(Collected data entries)
============================================================

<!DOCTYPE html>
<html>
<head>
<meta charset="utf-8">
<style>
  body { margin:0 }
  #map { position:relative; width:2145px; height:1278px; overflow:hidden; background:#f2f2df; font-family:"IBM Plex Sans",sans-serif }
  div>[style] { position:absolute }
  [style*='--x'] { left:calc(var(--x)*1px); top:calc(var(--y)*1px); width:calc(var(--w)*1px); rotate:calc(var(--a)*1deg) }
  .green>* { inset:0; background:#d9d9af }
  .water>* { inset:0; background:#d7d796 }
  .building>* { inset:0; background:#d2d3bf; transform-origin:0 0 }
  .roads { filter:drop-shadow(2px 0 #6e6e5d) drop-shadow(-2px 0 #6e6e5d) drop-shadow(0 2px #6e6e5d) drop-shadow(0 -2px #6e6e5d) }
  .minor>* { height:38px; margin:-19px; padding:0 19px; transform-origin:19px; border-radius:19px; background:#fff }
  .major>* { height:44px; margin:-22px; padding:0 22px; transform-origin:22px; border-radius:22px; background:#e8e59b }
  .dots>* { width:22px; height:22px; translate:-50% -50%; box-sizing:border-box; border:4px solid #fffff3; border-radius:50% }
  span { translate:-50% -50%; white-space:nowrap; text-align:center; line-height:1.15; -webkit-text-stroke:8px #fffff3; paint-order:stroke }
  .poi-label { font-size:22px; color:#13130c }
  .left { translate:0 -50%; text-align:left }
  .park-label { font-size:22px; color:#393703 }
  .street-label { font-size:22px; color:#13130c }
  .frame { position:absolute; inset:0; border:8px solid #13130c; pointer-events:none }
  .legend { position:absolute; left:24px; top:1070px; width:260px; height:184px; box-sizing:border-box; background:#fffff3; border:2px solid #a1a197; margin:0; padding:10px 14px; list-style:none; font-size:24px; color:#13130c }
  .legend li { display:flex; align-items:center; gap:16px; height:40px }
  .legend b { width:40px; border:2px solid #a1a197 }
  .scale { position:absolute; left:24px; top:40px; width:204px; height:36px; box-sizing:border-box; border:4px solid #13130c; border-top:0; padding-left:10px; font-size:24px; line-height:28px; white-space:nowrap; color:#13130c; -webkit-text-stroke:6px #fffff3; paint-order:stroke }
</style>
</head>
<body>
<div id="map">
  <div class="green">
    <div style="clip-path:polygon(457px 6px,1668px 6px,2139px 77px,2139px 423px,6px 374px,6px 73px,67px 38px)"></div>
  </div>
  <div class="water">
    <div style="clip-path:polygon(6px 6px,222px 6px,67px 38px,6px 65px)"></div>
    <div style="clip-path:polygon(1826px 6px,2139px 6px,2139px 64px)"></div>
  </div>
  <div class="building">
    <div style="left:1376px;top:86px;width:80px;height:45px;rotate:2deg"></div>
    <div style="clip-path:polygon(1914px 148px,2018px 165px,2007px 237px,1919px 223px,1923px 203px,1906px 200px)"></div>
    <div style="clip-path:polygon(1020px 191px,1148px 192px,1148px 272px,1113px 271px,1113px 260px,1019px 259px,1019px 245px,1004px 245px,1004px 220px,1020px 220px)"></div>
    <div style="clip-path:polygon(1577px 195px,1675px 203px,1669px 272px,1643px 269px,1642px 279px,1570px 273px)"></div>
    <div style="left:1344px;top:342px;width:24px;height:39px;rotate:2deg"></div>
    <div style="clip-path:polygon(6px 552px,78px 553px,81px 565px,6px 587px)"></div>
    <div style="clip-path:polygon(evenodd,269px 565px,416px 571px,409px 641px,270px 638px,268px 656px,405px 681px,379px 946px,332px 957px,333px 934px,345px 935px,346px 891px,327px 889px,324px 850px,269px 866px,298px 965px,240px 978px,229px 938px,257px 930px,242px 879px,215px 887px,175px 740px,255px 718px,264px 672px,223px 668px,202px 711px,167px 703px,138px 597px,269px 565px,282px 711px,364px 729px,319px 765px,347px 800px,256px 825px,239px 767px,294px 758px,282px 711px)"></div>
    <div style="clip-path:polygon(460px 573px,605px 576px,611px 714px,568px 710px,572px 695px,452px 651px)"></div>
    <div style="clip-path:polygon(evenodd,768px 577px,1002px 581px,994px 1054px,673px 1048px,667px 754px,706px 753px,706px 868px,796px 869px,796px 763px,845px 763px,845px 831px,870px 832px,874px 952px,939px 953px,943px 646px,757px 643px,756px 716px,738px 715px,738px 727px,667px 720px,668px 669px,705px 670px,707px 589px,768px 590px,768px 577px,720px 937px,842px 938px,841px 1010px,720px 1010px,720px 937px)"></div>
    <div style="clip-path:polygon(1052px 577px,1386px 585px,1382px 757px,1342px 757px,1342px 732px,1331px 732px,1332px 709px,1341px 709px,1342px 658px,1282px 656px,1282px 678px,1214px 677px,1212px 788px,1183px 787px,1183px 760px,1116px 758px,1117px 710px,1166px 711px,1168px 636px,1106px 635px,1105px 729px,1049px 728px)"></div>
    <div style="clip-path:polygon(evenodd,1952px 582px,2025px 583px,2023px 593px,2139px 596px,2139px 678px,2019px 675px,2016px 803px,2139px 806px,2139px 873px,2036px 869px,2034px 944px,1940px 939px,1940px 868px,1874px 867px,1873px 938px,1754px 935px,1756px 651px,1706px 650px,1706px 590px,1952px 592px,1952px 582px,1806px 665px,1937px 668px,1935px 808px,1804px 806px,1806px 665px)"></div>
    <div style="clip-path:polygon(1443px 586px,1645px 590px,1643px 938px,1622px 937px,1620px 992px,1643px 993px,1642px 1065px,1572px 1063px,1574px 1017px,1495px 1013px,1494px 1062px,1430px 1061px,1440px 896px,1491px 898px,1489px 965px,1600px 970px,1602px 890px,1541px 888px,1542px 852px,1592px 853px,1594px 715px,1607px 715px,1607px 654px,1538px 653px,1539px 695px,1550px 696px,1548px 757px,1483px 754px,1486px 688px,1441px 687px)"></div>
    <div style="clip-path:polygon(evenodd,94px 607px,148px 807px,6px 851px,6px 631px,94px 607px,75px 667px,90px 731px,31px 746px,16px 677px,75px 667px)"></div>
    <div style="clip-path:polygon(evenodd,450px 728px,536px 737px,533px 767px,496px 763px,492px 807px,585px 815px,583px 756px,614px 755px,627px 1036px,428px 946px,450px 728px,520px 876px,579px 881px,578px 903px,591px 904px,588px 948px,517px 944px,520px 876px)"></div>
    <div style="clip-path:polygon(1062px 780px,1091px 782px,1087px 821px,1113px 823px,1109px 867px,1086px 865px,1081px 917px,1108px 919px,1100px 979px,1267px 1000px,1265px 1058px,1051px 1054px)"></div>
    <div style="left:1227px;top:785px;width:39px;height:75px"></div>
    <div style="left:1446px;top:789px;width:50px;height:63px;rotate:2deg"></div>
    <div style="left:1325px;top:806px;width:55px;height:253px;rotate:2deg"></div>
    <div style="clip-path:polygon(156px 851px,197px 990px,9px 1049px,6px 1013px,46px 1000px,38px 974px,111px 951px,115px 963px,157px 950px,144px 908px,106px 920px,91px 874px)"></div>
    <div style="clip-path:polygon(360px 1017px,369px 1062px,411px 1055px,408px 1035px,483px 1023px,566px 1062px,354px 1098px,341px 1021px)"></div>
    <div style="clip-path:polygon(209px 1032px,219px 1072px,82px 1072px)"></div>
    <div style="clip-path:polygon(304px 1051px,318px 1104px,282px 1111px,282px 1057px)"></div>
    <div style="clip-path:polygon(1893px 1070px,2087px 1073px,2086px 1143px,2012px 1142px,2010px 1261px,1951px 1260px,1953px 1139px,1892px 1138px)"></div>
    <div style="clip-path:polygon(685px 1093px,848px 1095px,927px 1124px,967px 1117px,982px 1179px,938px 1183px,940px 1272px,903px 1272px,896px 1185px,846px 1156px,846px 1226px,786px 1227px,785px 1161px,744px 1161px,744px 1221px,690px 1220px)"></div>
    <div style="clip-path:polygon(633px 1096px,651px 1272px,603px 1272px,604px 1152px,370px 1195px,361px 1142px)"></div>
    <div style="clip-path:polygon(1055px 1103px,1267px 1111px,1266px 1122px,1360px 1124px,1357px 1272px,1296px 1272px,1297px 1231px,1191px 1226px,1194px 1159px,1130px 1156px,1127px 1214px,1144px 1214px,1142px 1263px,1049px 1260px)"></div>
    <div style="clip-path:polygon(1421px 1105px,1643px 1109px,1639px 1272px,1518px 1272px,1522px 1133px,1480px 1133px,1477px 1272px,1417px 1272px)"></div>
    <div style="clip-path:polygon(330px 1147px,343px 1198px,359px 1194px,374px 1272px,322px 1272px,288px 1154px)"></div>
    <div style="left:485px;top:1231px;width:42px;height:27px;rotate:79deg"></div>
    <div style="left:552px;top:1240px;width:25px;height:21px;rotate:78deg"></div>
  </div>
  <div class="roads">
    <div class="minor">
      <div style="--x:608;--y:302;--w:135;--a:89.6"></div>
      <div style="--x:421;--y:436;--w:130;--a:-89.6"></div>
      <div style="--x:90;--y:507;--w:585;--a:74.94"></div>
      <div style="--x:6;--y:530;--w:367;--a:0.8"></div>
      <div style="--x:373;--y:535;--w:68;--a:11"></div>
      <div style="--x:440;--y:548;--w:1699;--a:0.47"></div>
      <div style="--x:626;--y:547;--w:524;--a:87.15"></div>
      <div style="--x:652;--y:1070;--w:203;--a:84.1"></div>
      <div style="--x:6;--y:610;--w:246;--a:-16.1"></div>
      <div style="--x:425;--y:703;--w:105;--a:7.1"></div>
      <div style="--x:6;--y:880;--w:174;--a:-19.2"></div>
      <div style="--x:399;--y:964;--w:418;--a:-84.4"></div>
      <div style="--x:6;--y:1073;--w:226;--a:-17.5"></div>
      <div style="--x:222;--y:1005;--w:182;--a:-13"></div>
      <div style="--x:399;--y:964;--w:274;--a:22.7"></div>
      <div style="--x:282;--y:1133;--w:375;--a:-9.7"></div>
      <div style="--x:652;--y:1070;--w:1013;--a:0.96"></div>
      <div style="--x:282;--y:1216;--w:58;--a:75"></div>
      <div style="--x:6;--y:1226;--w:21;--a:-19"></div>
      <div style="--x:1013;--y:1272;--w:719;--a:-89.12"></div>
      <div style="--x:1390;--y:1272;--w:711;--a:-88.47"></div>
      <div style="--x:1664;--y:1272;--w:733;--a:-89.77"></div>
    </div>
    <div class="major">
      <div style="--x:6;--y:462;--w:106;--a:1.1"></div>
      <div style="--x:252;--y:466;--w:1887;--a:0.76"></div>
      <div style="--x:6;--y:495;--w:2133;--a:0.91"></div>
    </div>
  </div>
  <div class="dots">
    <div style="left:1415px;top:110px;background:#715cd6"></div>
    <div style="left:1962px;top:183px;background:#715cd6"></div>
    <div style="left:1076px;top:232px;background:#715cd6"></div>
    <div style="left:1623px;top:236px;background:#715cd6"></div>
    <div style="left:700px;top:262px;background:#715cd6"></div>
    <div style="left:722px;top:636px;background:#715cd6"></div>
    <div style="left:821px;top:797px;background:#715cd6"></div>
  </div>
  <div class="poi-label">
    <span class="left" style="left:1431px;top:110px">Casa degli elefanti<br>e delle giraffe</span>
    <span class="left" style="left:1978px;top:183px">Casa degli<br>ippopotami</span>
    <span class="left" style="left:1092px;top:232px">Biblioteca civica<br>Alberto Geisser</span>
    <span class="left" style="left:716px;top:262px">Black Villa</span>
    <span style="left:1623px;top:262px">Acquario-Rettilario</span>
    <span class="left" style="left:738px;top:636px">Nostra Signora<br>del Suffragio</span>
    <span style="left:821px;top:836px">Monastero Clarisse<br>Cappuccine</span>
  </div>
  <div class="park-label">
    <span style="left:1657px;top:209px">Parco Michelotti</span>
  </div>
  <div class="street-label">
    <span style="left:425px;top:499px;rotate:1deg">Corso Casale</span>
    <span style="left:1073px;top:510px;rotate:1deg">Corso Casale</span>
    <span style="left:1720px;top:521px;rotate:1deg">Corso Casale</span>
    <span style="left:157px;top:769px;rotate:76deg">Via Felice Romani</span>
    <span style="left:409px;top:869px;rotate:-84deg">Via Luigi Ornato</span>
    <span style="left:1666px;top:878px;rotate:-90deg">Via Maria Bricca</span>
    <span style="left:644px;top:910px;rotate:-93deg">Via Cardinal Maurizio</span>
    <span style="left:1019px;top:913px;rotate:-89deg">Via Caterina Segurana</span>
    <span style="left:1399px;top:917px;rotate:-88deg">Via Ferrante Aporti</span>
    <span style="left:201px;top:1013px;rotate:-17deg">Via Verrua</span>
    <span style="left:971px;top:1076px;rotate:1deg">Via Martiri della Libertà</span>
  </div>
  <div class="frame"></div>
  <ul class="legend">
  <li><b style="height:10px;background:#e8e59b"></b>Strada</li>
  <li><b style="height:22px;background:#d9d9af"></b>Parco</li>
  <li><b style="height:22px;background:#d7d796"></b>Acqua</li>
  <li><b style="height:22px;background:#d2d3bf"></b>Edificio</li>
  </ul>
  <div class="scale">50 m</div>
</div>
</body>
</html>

============================================================

(WORK ORDER)
Copy only the entries from the first line to the line with "filter:drop-shadow(2px 0 #6e6e5d)", each exactly as it appears.

(RESULT FOR THIS EXERCISE)
<!DOCTYPE html>
<html>
<head>
<meta charset="utf-8">
<style>
  body { margin:0 }
  #map { position:relative; width:2145px; height:1278px; overflow:hidden; background:#f2f2df; font-family:"IBM Plex Sans",sans-serif }
  div>[style] { position:absolute }
  [style*='--x'] { left:calc(var(--x)*1px); top:calc(var(--y)*1px); width:calc(var(--w)*1px); rotate:calc(var(--a)*1deg) }
  .green>* { inset:0; background:#d9d9af }
  .water>* { inset:0; background:#d7d796 }
  .building>* { inset:0; background:#d2d3bf; transform-origin:0 0 }
  .roads { filter:drop-shadow(2px 0 #6e6e5d) drop-shadow(-2px 0 #6e6e5d) drop-shadow(0 2px #6e6e5d) drop-shadow(0 -2px #6e6e5d) }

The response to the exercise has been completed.